#### ACTIVITY:
The full set of entries is to be printed exactly, with pictures excluded.

[Opening MATERIAL PROVIDED section]

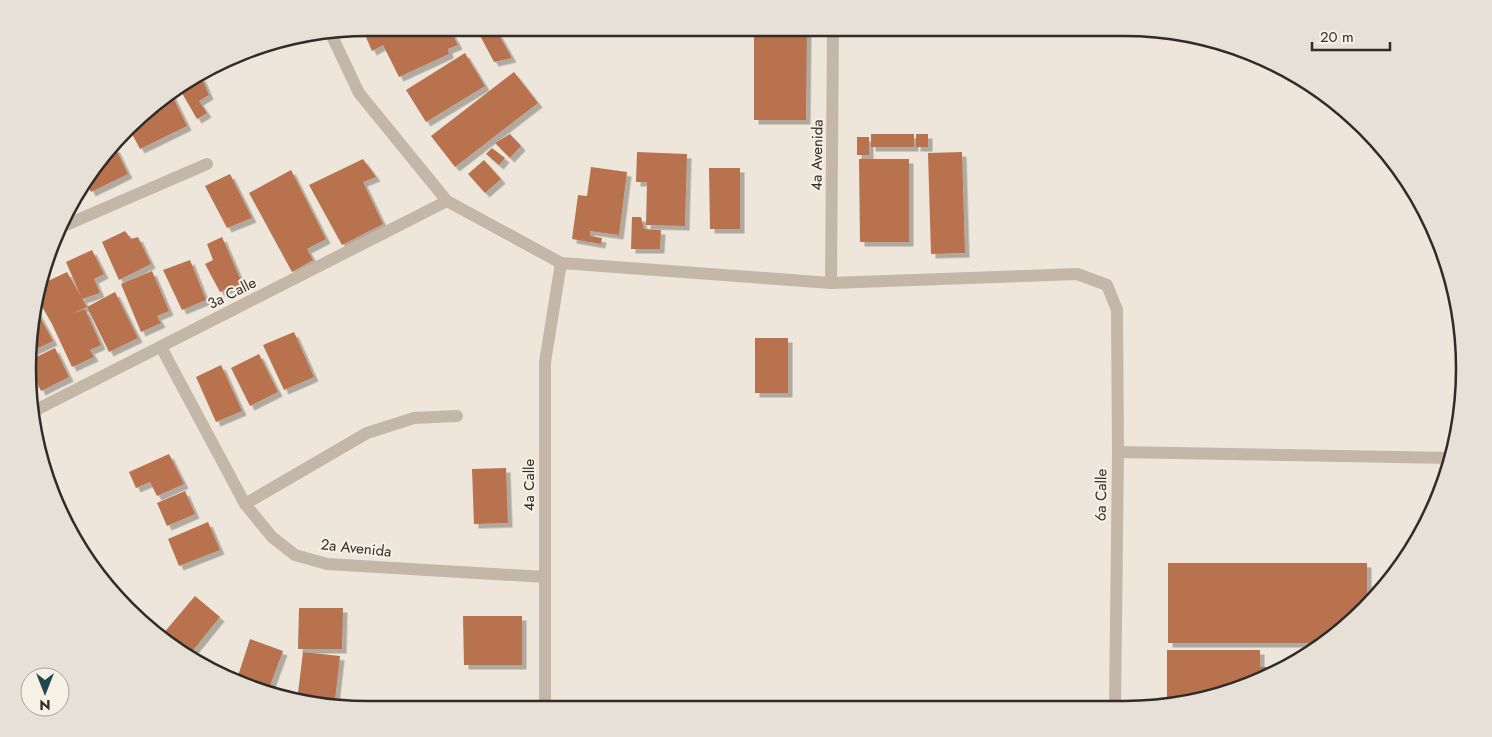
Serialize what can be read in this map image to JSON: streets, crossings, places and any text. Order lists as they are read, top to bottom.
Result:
{
  "streets": {
    "street": [
      "4a Avenida",
      "3a Calle",
      "4a Calle",
      "6a Calle",
      "2a Avenida"
    ]
  },
  "crossings": [
    ["4a Avenida", "6a Calle"],
    ["3a Calle", "2a Avenida"],
    ["4a Calle", "2a Avenida"]
  ],
  "scale_bar": "20 m",
  "north": "bottom"
}
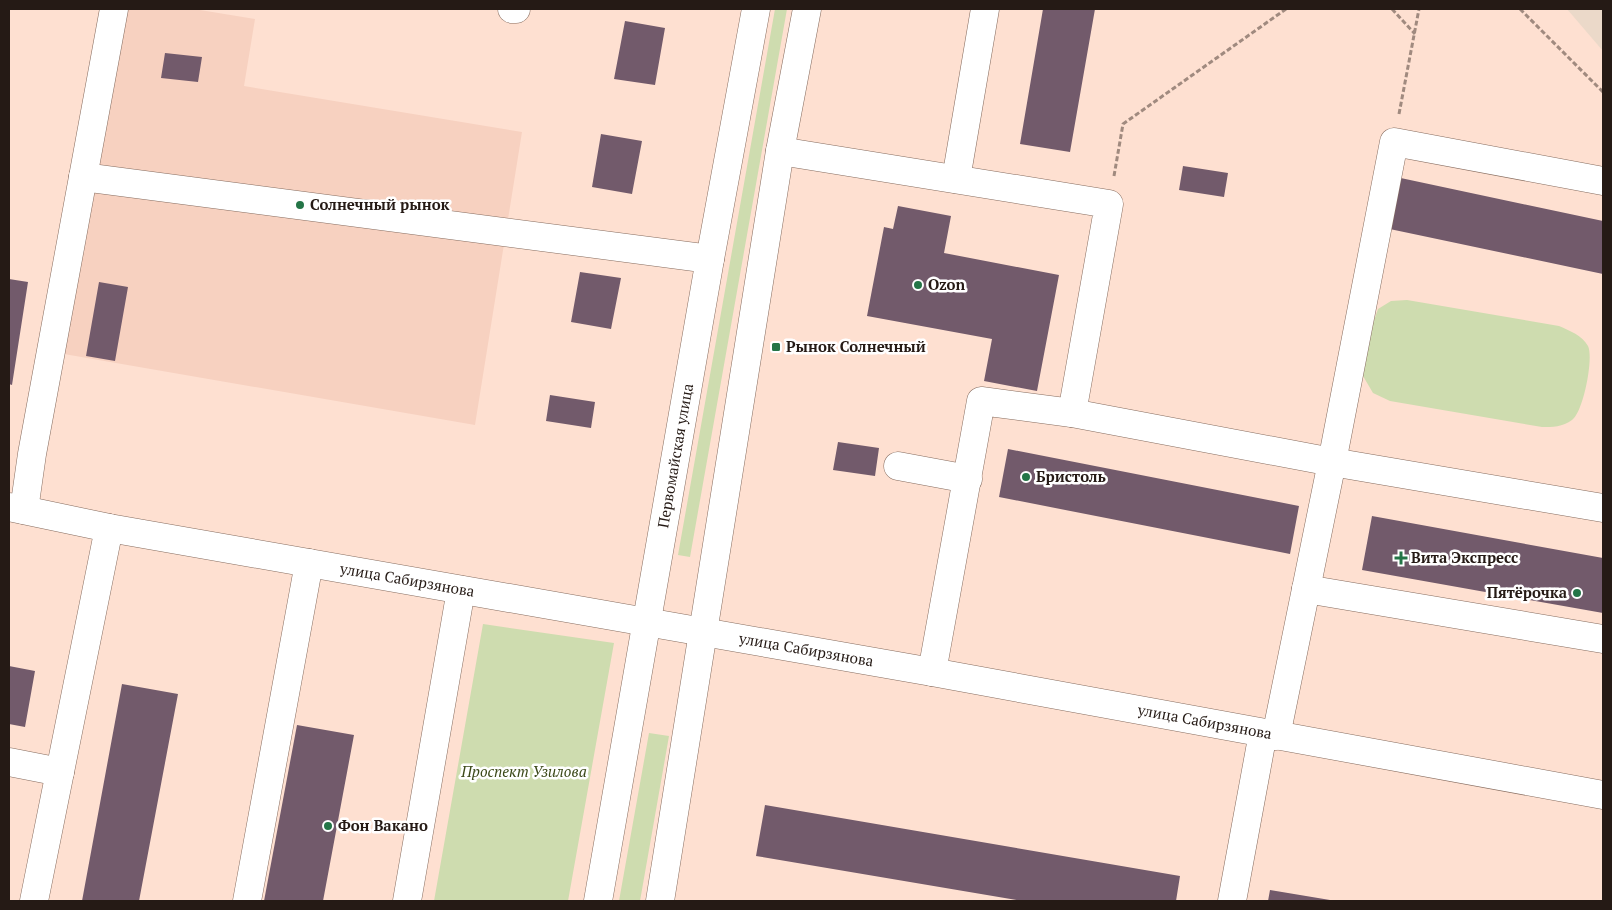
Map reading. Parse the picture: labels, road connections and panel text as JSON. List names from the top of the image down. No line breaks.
{"streets":{"street":["Первомайская улица","улица Сабирзянова"]},"crossings":[["Первомайская улица","улица Сабирзянова"]],"parks":["Проспект Узилова"],"places":{"other":["Солнечный рынок","Ozon","Бристоль","Пятёрочка","Фон Вакано"],"transit":["Рынок Солнечный"],"health":["Вита Экспресс"]}}
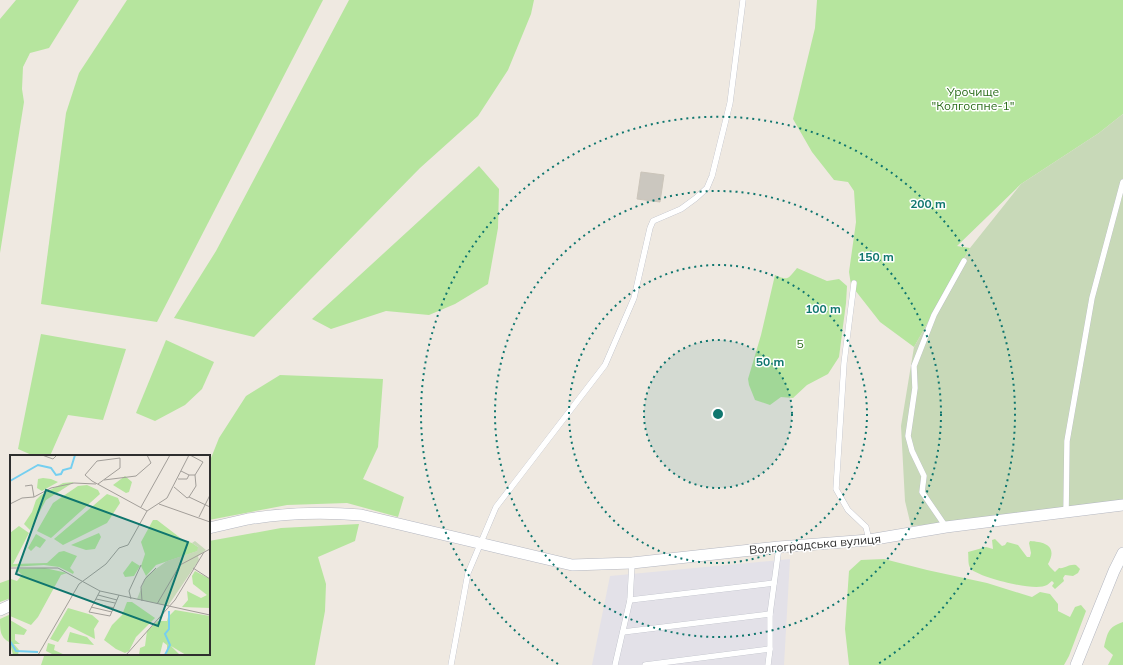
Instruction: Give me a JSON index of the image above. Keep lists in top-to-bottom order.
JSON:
{
  "streets": {
    "street": ["Волгоградська вулиця"]
  },
  "parks": ["Урочище \"Колгоспне-1\"", "5"],
  "rings": [
    "200 m",
    "150 m",
    "100 m",
    "50 m"
  ]
}
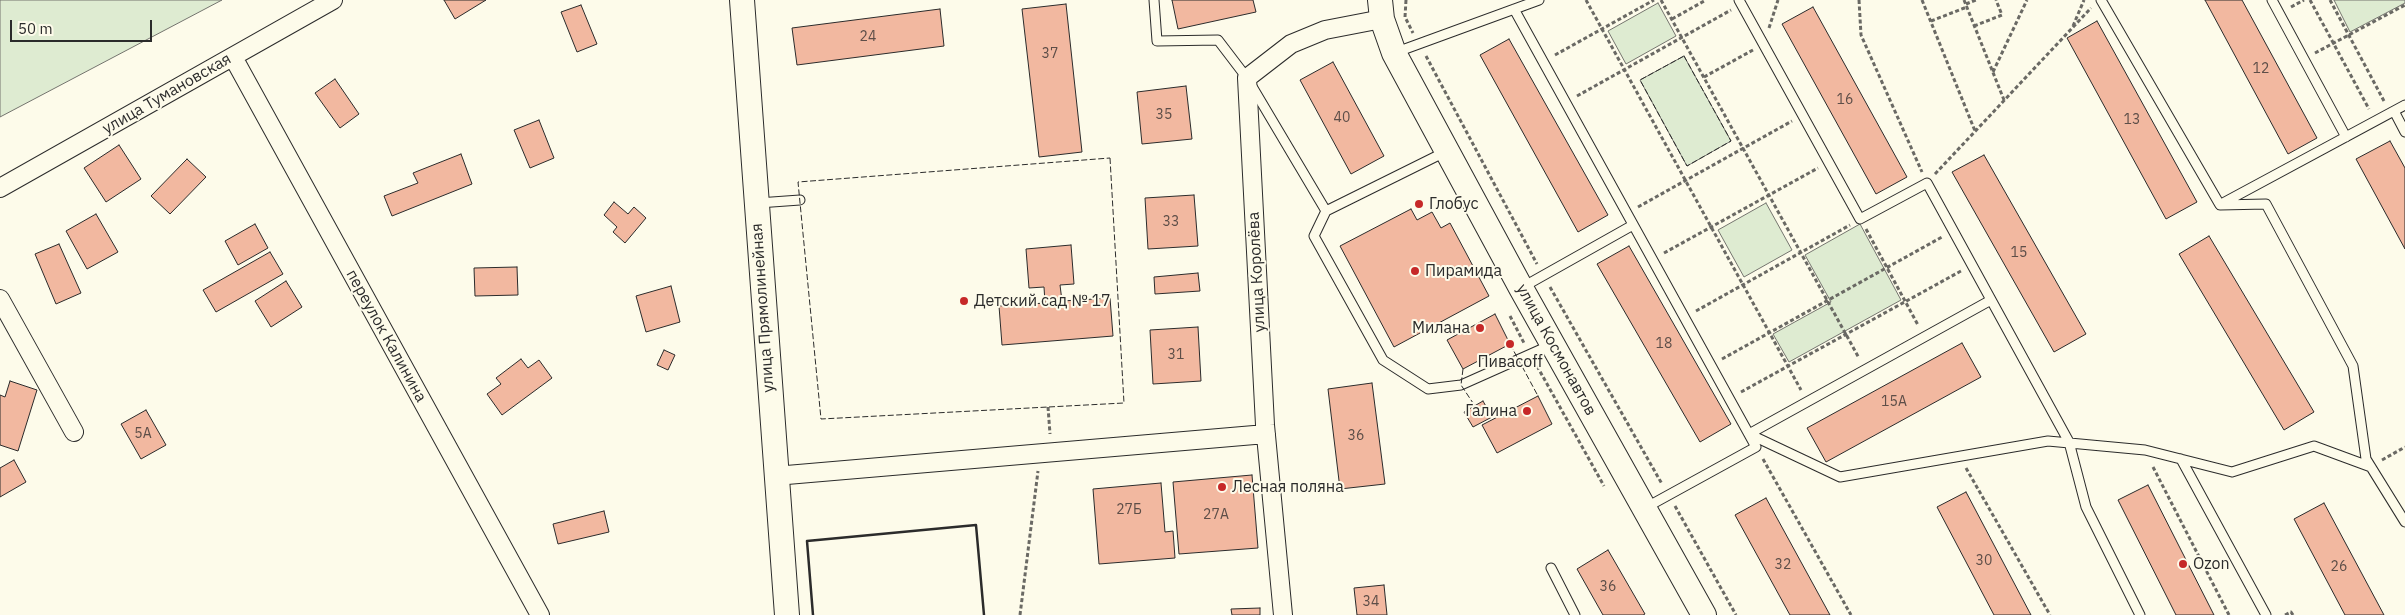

[Closing MATERIAL PROVIDED section]

#### ANSWER:
Serialize what can be read in this map image to JSON: streets, crossings, places and any text. Order lists as they are read, top to bottom.
Result:
{
  "streets": {
    "street": [
      "4a Avenida",
      "3a Calle",
      "4a Calle",
      "6a Calle",
      "2a Avenida"
    ]
  },
  "crossings": [
    ["4a Avenida", "6a Calle"],
    ["3a Calle", "2a Avenida"],
    ["4a Calle", "2a Avenida"]
  ],
  "scale_bar": "20 m",
  "north": "bottom"
}
Map reading. Parse the picture: labels, road connections and panel text as JSON. List names from the top of the image down. No line breaks.
{"streets":{"street":["Первомайская улица","улица Сабирзянова"]},"crossings":[["Первомайская улица","улица Сабирзянова"]],"parks":["Проспект Узилова"],"places":{"other":["Солнечный рынок","Ozon","Бристоль","Пятёрочка","Фон Вакано"],"transit":["Рынок Солнечный"],"health":["Вита Экспресс"]}}
Instruction: Give me a JSON index of the image above. Keep lists in top-to-bottom order.
JSON:
{
  "streets": {
    "street": ["Волгоградська вулиця"]
  },
  "parks": ["Урочище \"Колгоспне-1\"", "5"],
  "rings": [
    "200 m",
    "150 m",
    "100 m",
    "50 m"
  ]
}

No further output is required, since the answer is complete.